Greenland Arctic ice sheet nears tipping point and there may be no way back

Scientists detect critical threshold in Greenland after century of global warming

FILE PHOTO: An iceberg floats in a fjord near the town of Tasiilaq, Greenland, June 24, 2018. REUTERS/Lucas Jackson/File Photo
Powered by automated translation

The melting of part of an ice sheet in Greenland is nearing tipping point and further environmental damage could follow, researchers said.
Analysis of the Jakobshavn drainage basin revealed that the central-western Greenland ice sheet is reaching a stage from which it cannot recover.

Data indicated that a critical threshold has been reached after a century of accelerated melting.
"We might be seeing the beginning of a large-scale destabilisation, but at the moment we cannot tell, unfortunately," said Dr Niklas Boers from the Potsdam Institute for Climate Impact Research, one of the two authors of the research.

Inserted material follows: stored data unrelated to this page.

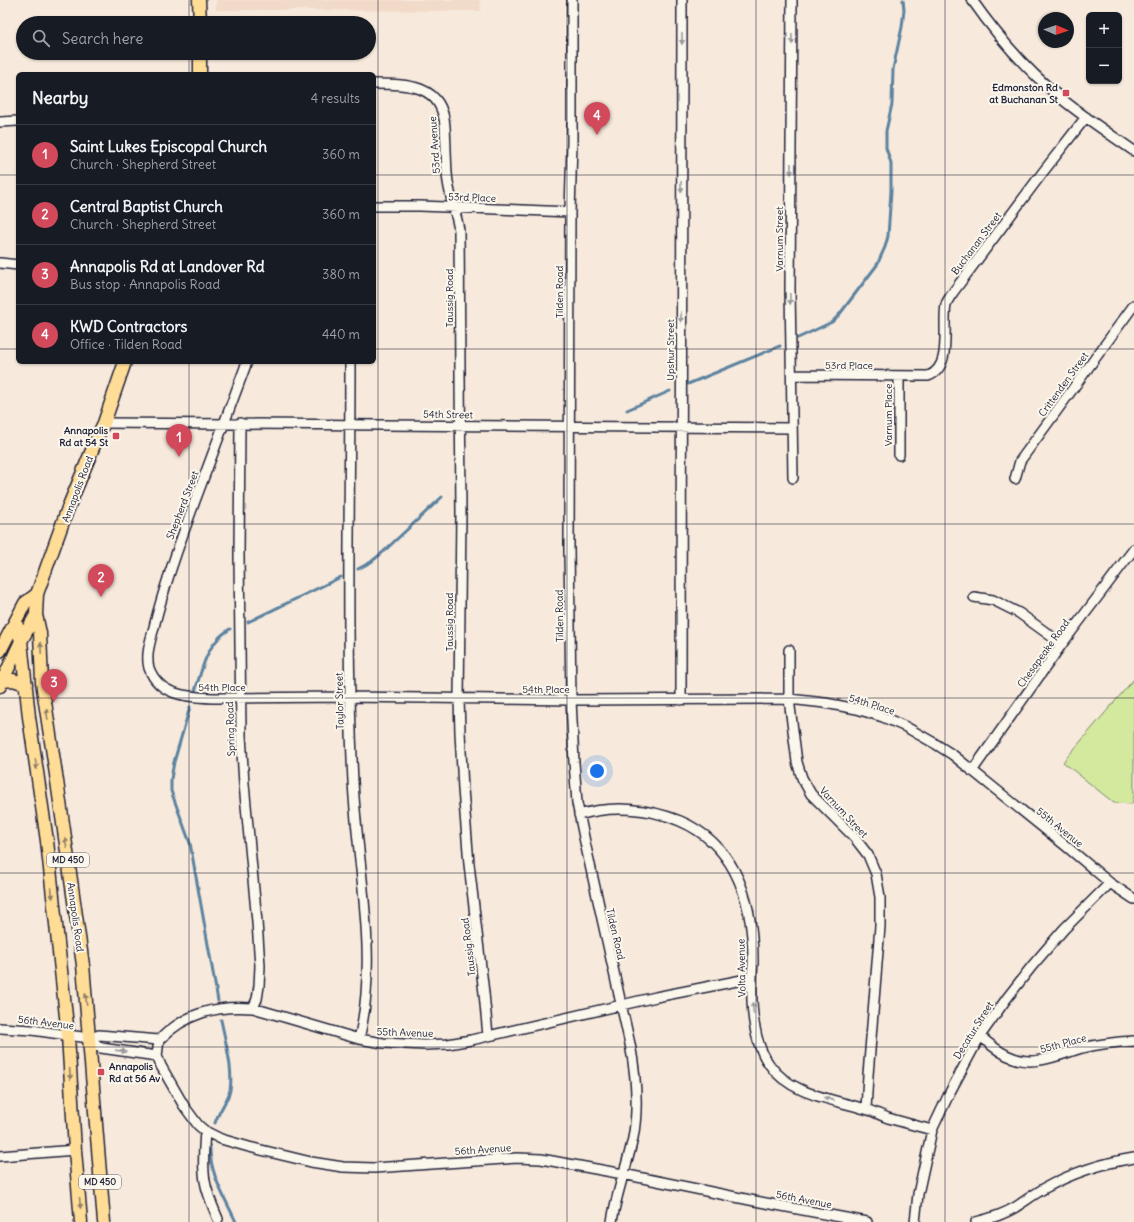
<!DOCTYPE html>
<html lang="en">
<head>
<meta charset="utf-8">
<style>
	:root { --surface:#171b24; --page:#20242c; --text:#f1f3f6; --muted:#9ea1a6; --line:#363941; --accent:#d1495b }
	body { margin:0; font-family:Delius,sans-serif; background:var(--page); color:var(--text) }
	.controls { position:absolute; right:12px; top:12px; display:grid; overflow:hidden; border-radius:6px; box-shadow:0 1px 3px #0004 }
	.controls button { width:36px; height:36px; display:grid; place-items:center; padding:0; border:0; border-bottom:1px solid var(--line); background:var(--surface); color:var(--text); font:20px sans-serif }
	.compass { position:absolute; left:1038px; top:12px; width:36px; height:36px; border-radius:50%; background:var(--surface); box-shadow:0 1px 3px #0004; rotate:92deg }
	.you { position:absolute; left:597px; top:771px; width:14px; height:14px; margin:-10px; border:3px solid #fff; border-radius:50%; background:#1a73e8; box-shadow:0 0 0 6px #1a73e833 }
	.badge { display:grid; place-items:center; width:26px; height:26px; border-radius:50%; background:var(--accent); color:#fff; font-size:13px; font-weight:700 }
	.pin { position:absolute; translate:-50% -33px; filter:drop-shadow(0 1px 2px #0008) }
	.pin::after { content:''; position:absolute; top:21px; width:14px; height:12px; background:inherit; clip-path:polygon(0 0,100% 0,50% 100%) }
	.list { margin:0; padding:0; list-style:none }
	h2 { display:flex; justify-content:space-between; align-items:center; height:52px; margin:0; padding:0 16px; font-size:17px }
	h2 small { font-size:13px; font-weight:400; color:var(--muted) }
	.list li { display:grid; grid-template-columns:26px 1fr auto; gap:12px; align-items:center; box-sizing:border-box; height:60px; padding:0 16px; border-top:1px solid var(--line) }
	.list b { display:block; font-size:15px; white-space:nowrap }
	.list p { margin:0; font-size:13px; white-space:nowrap; color:var(--muted) }
	.list em { font-size:13px; font-style:normal; color:var(--muted) }
	.icon { flex:none; width:22px; height:22px; fill:none; stroke:currentColor; stroke-width:2; stroke-linecap:round; stroke-linejoin:round }
	.map { position:relative; flex:none; width:1134px; height:1222px; overflow:hidden }
	.search { position:absolute; background:var(--surface); box-shadow:0 1px 3px #0004; left:16px; top:16px; width:360px; height:44px; display:flex; align-items:center; gap:10px; box-sizing:border-box; padding:0 14px; border-radius:22px; color:var(--muted); font-size:15px }
	.panel { position:absolute; background:var(--surface); box-shadow:0 1px 3px #0004; left:16px; top:72px; width:360px; height:292px; border-radius:6px }
	.map>svg:first-child { display:block }
</style>
</head>
<body>
<div class="map">
<svg width="1134" height="1222" viewBox="0 0 1134 1222">
	<rect width="100%" height="100%" fill="#f7eadc"/>
	<filter id="ink" filterUnits="userSpaceOnUse"><feTurbulence type="fractalNoise" baseFrequency=".025" numOctaves="2"/><feDisplacementMap in="SourceGraphic" scale="8" xChannelSelector="R" yChannelSelector="G"/><feConvolveMatrix kernelMatrix="1 2 1 2 8 2 1 2 1" color-interpolation-filters="sRGB"/></filter>
	<g filter="url(#ink)">
		<path fill="#f2dac8" d="M216,0H480L481,11L216,10Z"/>
		<path fill="#d2e99e" stroke="#7a866c" d="M1134,679V796L1132,804L1114,803L1063,762Z"/>
		<g fill="none" stroke-linecap="round" stroke-linejoin="round">
			<path stroke="#5c82a0" stroke-width="3" d="M798,338L832,322L839,315L877,265L885,247L888,236L891,191V163L886,148V131L892,104L893,69L902,27L904,10L903,0
				M688,384L780,346
				M627,410L670,391
				M358,569L371,562L382,553L442,497
				M248,622L341,577
				M195,691C201,673 205,652 218,639C221,635 226,632 230,629
				M190,707L174,762L171,779V791L190,843L218,1001
				M215,1123C218,1113 225,1104 229,1094C235,1075 225,1040 221,1020
				M210,1146C209,1173 225,1198 236,1222"/>
			<g stroke="#22223b" stroke-width="12">
				<path id="minor" d="M572,0V143L570,212L569,548L571,700L574,762L577,803L586,847L630,1044C636,1075 639,1107 633,1138C627,1167 616,1193 612,1222
					M792,0L790,289L793,478
					M972,0C998,37 1026,70 1062,99C1085,118 1110,134 1134,151
					M374,84C407,84 443,84 445,127C446,142 446,158 447,173C448,193 456,211 459,230L461,513L459,699L460,732L463,789L469,864L484,993L488,1036
					M0,122L18,121
					M374,206H420L570,212
					M0,263L18,265
					M247,362C232,403 216,444 201,485C184,530 167,576 155,623C152,637 145,653 149,668C159,696 188,697 213,698L350,697L571,700L789,699L825,703L857,709L883,717L906,727L934,743L953,755L1066,846L1110,883L1134,899
					M350,362C350,502 346,642 353,781C357,865 379,957 359,1039
					M792,375L928,376C953,368 942,325 946,305C947,300 951,296 954,291L1043,172L1086,117
					M104,423L792,428
					M240,423L239,555L241,735L244,784L257,922L260,966L259,986L257,999L253,1008
					M899,455V376
					M1015,479L1020,461L1134,305
					M974,597L993,600L1019,613L1062,644
					M789,650V699L797,762L802,778L811,794L854,837L868,855L876,874L880,897V926L868,1075L866,1109
					M681,700L682,0
					M972,771L1062,644L1134,549
					M579,815C611,805 649,808 680,821C738,846 753,903 753,961C753,967 752,972 752,977C751,1004 753,1042 769,1064C790,1095 833,1099 865,1109C873,1111 880,1115 888,1118C902,1122 917,1126 932,1130
					M0,1028L32,1030L89,1038L99,1035L159,1040C186,1013 216,1005 253,1008L359,1039L383,1043L424,1045L448,1044L471,1040L656,997L752,978
					M980,1036C997,1051 1016,1065 1040,1060C1054,1058 1068,1052 1082,1048C1099,1044 1117,1042 1134,1041
					M89,1038L101,1048L157,1056
					M159,1040L157,1056L161,1066L184,1106L198,1125L205,1131L221,1139L249,1147L311,1162L343,1167L374,1168L517,1158L541,1159L623,1174L755,1201L867,1222
					M205,1131C204,1147 202,1164 205,1181C207,1194 213,1207 218,1219
					M0,1156L75,1150
					M915,1222L918,1194L932,1130L949,1094L980,1036L1007,998L1032,966L1064,929L1110,883
					M976,1222C989,1219 1002,1215 1014,1208C1024,1202 1034,1194 1045,1188C1072,1173 1103,1163 1134,1158"/>
			</g>
			<g stroke="#22223b" stroke-width="15">
				<path id="major" d="M199,0L200,23
					M200,74V53
					M36,615L40,633L42,682L57,781L83,965L104,1222
					M16,622L21,641L29,717L47,841L68,1035L75,1150L81,1222
					M0,651L25,603L37,594
					M3,681L13,680L26,684
					M0,686L21,641L36,615L37,594L68,508L100,431L104,423L125,362"/>
			</g>
			<use href="#minor" stroke="#fbf7ec" stroke-width="9"/>
			<use href="#major" stroke="#ffdd96" stroke-width="12"/>
		</g>
		<defs><path id="oneway-solid" d="M-6-.8H1V-3.2L6.5 0L1 3.2V.8H-6Z"/></defs>
		<g fill="#99979c">
			<use href="#oneway-solid" transform="translate(682 39) rotate(90)"/>
			<use href="#oneway-solid" transform="translate(792 39) rotate(90)"/>
			<use href="#oneway-solid" transform="translate(791 169) rotate(90)"/>
			<use href="#oneway-solid" transform="translate(681 187) rotate(90)"/>
			<use href="#oneway-solid" transform="translate(790 299) rotate(88)"/>
			<use href="#oneway-solid" transform="translate(681 317) rotate(90)"/>
			<use href="#oneway-solid" transform="translate(753 1008) rotate(-95)"/>
			<use href="#oneway-solid" transform="translate(121 1051) rotate(8)"/>
			<use href="#oneway-solid" transform="translate(829 1099) rotate(-162)"/>
		</g>
		<g fill="#908068">
			<use href="#oneway-solid" transform="translate(41 648) rotate(-92)"/>
			<use href="#oneway-solid" transform="translate(47 714) rotate(-99)"/>
			<use href="#oneway-solid" transform="translate(36 764) rotate(82)"/>
			<use href="#oneway-solid" transform="translate(66 843) rotate(-98)"/>
			<use href="#oneway-solid" transform="translate(52 893) rotate(83)"/>
			<use href="#oneway-solid" transform="translate(86 999) rotate(-96)"/>
			<use href="#oneway-solid" transform="translate(70 1074) rotate(86)"/>
			<use href="#oneway-solid" transform="translate(80 1203) rotate(85)"/>
		</g>
	</g>
	<path fill="none" stroke="#22223b" stroke-width="1" stroke-opacity="0.55" d="M189,0V23M378,0V1222M567,0V1222M756,0V1222M945,0V1222M189,53V74M0,175H18M374,175H1134M0,349H18M374,349H1134M189,362V1222M0,524H1134M0,698H1134M0,873H1134M0,1047H1134"/>
	<g fill="#d1495b" stroke="#fbf7ec" stroke-width="1.5">
		<rect x="1062" y="89" width="8" height="8" rx="2"/>
		<rect x="112" y="432" width="8" height="8" rx="2"/>
		<rect x="97" y="1068" width="8" height="8" rx="2"/>
	</g>
	<g text-anchor="middle" stroke-width="4" stroke-linejoin="round" paint-order="stroke">
		<g fill="#fbf7ec" stroke="#636270" stroke-width="1">
			<rect x="47" y="853" width="42" height="14" rx="3"/>
			<rect x="79" y="1175" width="42" height="14" rx="3"/>
		</g>
		<g font-size="9" font-weight="bold" fill="#22223b">
			<text x="68" y="863">MD 450</text>
			<text x="100" y="1185">MD 450</text>
		</g>
		<g font-size="10" font-weight="bold" fill="#22223b" stroke="#fbf7ec" text-anchor="end">
			<text x="1058" y="91">Edmonston Rd<tspan x="1058" dy="12">at Buchanan St</tspan></text>
			<text x="108" y="434">Annapolis<tspan x="108" dy="12">Rd at 54 St</tspan></text>
			<text x="109" y="1070" text-anchor="start">Annapolis<tspan x="109" dy="12">Rd at 56 Av</tspan></text>
		</g>
		<g font-size="10" fill="#22223b" stroke="#fbf7ec">
			<text transform="translate(434 145) rotate(-94)" y="4">53rd Avenue</text>
			<text transform="translate(472 197) rotate(2)" y="4">53rd Place</text>
			<text transform="translate(779 239) rotate(-90)" y="4">Varnum Street</text>
			<text transform="translate(976 243) rotate(-53)" y="4">Buchanan Street</text>
			<text transform="translate(559 292) rotate(-90)" y="4">Tilden Road</text>
			<text transform="translate(449 298) rotate(-90)" y="4">Taussig Road</text>
			<text transform="translate(670 350) rotate(-90)" y="4">Upshur Street</text>
			<text x="849" y="369">53rd Place</text>
			<text transform="translate(1063 384) rotate(-54)" y="4">Crittenden Street</text>
			<text transform="translate(448 414) rotate(1)" y="4">54th Street</text>
			<text transform="translate(888 415) rotate(-90)" y="4">Varnum Place</text>
			<text transform="translate(77 489) rotate(-69)" y="4">Annapolis Road</text>
			<text transform="translate(182 505) rotate(-69)" y="4">Shepherd Street</text>
			<text transform="translate(559 616) rotate(-91)" y="4">Tilden Road</text>
			<text transform="translate(449 622) rotate(-90)" y="4">Taussig Road</text>
			<text transform="translate(1043 653) rotate(-54)" y="4">Chesapeake Road</text>
			<text x="222" y="691">54th Place</text>
			<text x="546" y="693">54th Place</text>
			<text transform="translate(339 701) rotate(-91)" y="4">Taylor Street</text>
			<text transform="translate(872 704) rotate(17)" y="4">54th Place</text>
			<text transform="translate(230 729) rotate(-92)" y="4">Spring Road</text>
			<text transform="translate(844 812) rotate(47)" y="4">Varnum Street</text>
			<text transform="translate(1060 827) rotate(39)" y="4">55th Avenue</text>
			<text transform="translate(76 917) rotate(82)" y="4">Annapolis Road</text>
			<text transform="translate(616 934) rotate(77)" y="4">Tilden Road</text>
			<text transform="translate(468 947) rotate(-97)" y="4">Taussig Road</text>
			<text transform="translate(741 968) rotate(-91)" y="4">Volta Avenue</text>
			<text transform="translate(46 1022) rotate(7)" y="4">56th Avenue</text>
			<text transform="translate(973 1030) rotate(-58)" y="4">Decatur Street</text>
			<text transform="translate(405 1032) rotate(2)" y="4">55th Avenue</text>
			<text transform="translate(1063 1043) rotate(-15)" y="4">55th Place</text>
			<text transform="translate(483 1149) rotate(-4)" y="4">56th Avenue</text>
			<text transform="translate(804 1199) rotate(11)" y="4">56th Avenue</text>
		</g>
	</g>
</svg>
<div class="controls">
<button>+</button>
<button>−</button>
</div>
<svg class="compass" viewBox="-18 -18 36 36"><path d="M0-13l5 13h-10z" fill="#e53935"/><path d="M0 13l5-13h-10z" fill="#9ea1a6"/></svg>
<div class="you"></div>
<div class="pin badge" style="left:179px;top:457px">1</div>
<div class="pin badge" style="left:101px;top:597px">2</div>
<div class="pin badge" style="left:54px;top:702px">3</div>
<div class="pin badge" style="left:597px;top:135px">4</div>
<div class="search"><svg class="icon" aria-label="search" viewBox="0 0 24 24"><circle cx="10" cy="10" r="6"/><path d="M15 15l6 6"/></svg>Search here</div>
<section class="panel">
<h2>Nearby<small>4 results</small></h2>
<ul class="list">
<li><span class="badge">1</span><div><b>Saint Lukes Episcopal Church</b><p>Church · Shepherd Street</p></div><em>360 m</em></li>
<li><span class="badge">2</span><div><b>Central Baptist Church</b><p>Church · Shepherd Street</p></div><em>360 m</em></li>
<li><span class="badge">3</span><div><b>Annapolis Rd at Landover Rd</b><p>Bus stop · Annapolis Road</p></div><em>380 m</em></li>
<li><span class="badge">4</span><div><b>KWD Contractors</b><p>Office · Tilden Road</p></div><em>440 m</em></li>
</ul>
</section>
</div>
</body>
</html>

"So far, the signals we see are only regional, but that might simply be due to the scarcity of accurate and long-term data for other parts of the ice sheet."
Dr Boers and Martin Rypdal from the Arctic University of Norway concluded that this part of the Greenland ice sheet is losing stability, and is very close to tipping into a state of accelerated melting, PNAS said on Monday.
Should that scenario play out, it will not be possible to save the sheet even if the Arctic warming trend was halted in the coming decades.

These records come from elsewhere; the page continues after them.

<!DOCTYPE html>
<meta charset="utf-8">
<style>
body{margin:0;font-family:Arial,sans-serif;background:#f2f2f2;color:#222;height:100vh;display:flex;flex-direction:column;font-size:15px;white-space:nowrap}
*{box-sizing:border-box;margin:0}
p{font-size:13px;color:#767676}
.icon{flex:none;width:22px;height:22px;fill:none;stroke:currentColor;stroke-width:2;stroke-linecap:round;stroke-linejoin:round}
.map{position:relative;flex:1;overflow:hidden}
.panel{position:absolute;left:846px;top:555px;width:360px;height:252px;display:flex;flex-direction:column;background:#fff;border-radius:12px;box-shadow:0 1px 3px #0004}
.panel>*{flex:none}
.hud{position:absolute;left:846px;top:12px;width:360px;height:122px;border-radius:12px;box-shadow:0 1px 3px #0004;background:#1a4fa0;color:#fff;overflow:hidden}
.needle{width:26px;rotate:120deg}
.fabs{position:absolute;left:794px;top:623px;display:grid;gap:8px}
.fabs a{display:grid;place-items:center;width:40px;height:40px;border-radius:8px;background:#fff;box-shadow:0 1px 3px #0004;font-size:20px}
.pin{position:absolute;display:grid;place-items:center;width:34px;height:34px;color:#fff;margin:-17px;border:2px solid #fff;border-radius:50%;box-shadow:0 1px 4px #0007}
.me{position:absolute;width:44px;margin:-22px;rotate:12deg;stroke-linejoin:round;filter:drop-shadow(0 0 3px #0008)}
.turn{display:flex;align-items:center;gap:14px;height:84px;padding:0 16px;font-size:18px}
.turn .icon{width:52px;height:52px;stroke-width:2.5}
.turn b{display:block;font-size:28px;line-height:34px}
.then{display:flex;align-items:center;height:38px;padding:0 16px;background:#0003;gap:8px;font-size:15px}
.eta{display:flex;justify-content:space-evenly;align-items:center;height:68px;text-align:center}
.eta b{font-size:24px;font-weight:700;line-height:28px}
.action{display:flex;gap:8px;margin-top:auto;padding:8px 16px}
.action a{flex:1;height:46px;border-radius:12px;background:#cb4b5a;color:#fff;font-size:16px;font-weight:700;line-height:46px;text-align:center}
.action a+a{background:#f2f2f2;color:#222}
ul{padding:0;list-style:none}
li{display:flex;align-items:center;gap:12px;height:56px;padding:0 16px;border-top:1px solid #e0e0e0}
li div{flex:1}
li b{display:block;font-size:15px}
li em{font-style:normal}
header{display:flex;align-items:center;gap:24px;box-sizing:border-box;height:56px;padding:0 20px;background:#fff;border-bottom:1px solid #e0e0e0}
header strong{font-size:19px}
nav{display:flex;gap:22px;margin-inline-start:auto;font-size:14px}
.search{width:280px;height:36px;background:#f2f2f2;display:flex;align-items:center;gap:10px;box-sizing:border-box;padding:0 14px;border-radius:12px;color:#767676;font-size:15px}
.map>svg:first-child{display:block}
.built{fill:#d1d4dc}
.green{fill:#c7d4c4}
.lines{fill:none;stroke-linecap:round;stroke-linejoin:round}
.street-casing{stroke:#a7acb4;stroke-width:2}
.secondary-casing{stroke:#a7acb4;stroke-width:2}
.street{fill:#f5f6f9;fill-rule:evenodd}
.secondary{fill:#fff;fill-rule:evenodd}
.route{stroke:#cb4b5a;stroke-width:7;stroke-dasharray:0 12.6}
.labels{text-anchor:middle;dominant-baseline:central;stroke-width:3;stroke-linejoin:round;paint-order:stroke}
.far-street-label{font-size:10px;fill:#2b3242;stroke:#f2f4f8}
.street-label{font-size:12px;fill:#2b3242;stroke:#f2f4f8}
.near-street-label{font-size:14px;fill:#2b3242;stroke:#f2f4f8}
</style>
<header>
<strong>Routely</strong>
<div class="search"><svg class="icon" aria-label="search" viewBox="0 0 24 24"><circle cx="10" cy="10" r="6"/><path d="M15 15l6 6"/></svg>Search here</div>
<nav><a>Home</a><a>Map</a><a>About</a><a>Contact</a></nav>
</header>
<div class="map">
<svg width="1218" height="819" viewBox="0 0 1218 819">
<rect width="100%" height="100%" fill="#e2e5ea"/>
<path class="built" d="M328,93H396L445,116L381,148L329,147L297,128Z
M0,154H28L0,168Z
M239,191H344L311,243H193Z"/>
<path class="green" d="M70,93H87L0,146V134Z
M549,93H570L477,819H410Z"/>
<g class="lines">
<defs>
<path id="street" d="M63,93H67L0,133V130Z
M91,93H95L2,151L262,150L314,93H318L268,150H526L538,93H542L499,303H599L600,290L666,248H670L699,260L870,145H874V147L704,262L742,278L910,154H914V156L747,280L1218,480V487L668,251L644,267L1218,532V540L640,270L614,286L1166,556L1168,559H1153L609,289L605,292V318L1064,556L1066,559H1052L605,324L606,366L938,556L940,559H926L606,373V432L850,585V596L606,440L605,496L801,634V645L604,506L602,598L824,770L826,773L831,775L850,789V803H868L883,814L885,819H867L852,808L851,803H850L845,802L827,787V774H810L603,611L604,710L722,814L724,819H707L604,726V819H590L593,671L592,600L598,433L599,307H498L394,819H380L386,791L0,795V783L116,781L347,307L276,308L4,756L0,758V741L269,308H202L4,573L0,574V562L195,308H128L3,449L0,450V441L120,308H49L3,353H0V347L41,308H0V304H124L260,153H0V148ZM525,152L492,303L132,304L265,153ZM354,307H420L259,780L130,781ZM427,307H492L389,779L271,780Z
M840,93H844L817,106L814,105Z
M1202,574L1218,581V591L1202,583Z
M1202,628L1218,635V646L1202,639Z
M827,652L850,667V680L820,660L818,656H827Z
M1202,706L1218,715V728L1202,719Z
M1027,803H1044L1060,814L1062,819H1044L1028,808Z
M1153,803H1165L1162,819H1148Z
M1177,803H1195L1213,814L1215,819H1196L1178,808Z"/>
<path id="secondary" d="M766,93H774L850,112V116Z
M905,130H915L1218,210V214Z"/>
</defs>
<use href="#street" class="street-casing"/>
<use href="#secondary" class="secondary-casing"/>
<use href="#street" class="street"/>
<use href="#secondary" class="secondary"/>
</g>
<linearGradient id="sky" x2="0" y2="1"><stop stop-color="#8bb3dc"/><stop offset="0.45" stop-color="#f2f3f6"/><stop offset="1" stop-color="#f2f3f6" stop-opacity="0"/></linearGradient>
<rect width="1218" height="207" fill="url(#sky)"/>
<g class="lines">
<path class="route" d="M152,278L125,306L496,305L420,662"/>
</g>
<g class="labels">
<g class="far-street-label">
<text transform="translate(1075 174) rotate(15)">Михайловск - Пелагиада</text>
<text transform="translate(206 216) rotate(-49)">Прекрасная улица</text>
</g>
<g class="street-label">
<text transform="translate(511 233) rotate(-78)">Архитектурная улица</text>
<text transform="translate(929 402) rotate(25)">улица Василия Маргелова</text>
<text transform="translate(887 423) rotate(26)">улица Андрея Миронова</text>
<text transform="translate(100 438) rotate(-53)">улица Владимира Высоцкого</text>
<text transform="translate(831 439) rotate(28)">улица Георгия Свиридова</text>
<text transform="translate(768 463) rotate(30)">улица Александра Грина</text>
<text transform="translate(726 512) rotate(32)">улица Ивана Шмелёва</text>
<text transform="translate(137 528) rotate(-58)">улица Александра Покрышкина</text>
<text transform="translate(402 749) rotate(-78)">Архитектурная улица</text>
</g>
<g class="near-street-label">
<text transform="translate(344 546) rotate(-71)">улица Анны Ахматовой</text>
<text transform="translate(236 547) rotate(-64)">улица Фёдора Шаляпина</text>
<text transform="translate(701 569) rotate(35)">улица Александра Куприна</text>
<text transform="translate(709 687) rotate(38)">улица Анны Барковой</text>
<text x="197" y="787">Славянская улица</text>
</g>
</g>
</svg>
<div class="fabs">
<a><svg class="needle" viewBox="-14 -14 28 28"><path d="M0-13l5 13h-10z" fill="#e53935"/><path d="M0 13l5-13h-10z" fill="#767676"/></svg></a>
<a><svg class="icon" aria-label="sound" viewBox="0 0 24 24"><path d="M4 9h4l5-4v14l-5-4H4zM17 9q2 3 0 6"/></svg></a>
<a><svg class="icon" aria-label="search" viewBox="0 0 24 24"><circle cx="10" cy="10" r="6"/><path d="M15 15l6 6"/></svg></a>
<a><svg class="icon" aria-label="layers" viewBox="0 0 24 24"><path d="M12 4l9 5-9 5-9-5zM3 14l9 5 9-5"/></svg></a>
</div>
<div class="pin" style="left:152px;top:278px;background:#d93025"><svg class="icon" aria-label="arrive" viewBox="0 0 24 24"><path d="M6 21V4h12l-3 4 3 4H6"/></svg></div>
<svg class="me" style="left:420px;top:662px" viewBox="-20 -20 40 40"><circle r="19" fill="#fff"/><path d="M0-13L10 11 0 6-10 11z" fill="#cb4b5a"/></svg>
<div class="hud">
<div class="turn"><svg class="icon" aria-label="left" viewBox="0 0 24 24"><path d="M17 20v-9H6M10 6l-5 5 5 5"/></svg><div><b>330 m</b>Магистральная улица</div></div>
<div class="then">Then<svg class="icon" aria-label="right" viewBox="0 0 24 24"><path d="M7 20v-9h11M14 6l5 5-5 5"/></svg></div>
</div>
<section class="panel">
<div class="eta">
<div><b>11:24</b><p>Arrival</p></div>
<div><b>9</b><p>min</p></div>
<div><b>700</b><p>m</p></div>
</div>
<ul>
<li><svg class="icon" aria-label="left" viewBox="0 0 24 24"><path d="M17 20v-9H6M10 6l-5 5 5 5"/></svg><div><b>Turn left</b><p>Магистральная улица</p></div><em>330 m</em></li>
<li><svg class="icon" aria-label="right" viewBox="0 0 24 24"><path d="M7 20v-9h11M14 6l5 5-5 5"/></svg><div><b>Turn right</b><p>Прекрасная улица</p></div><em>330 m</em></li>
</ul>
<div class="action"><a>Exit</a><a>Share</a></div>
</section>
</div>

An ice sheet can only maintain its size if the loss of mass from melting is replaced by snow falling on to its surface. The warming of the Arctic disrupts that cycle.
As the surface of the ice is exposed to higher temperatures, it leads to more melting, height reductions and accelerated loss of mass.
After a point, this process cannot be reversed because a much colder climate would be needed for the ice sheet to regain its original size.
"We need to monitor the other parts of the Greenland ice sheet more closely, and we urgently need to better understand how different positive and negative feedback might balance each other, to get a better idea of the future evolution of the ice sheet," Dr Boers said.
The work is part of the Tipes project, co-ordinated and led by the University of Copenhagen in Denmark and the Potsdam institute in Germany.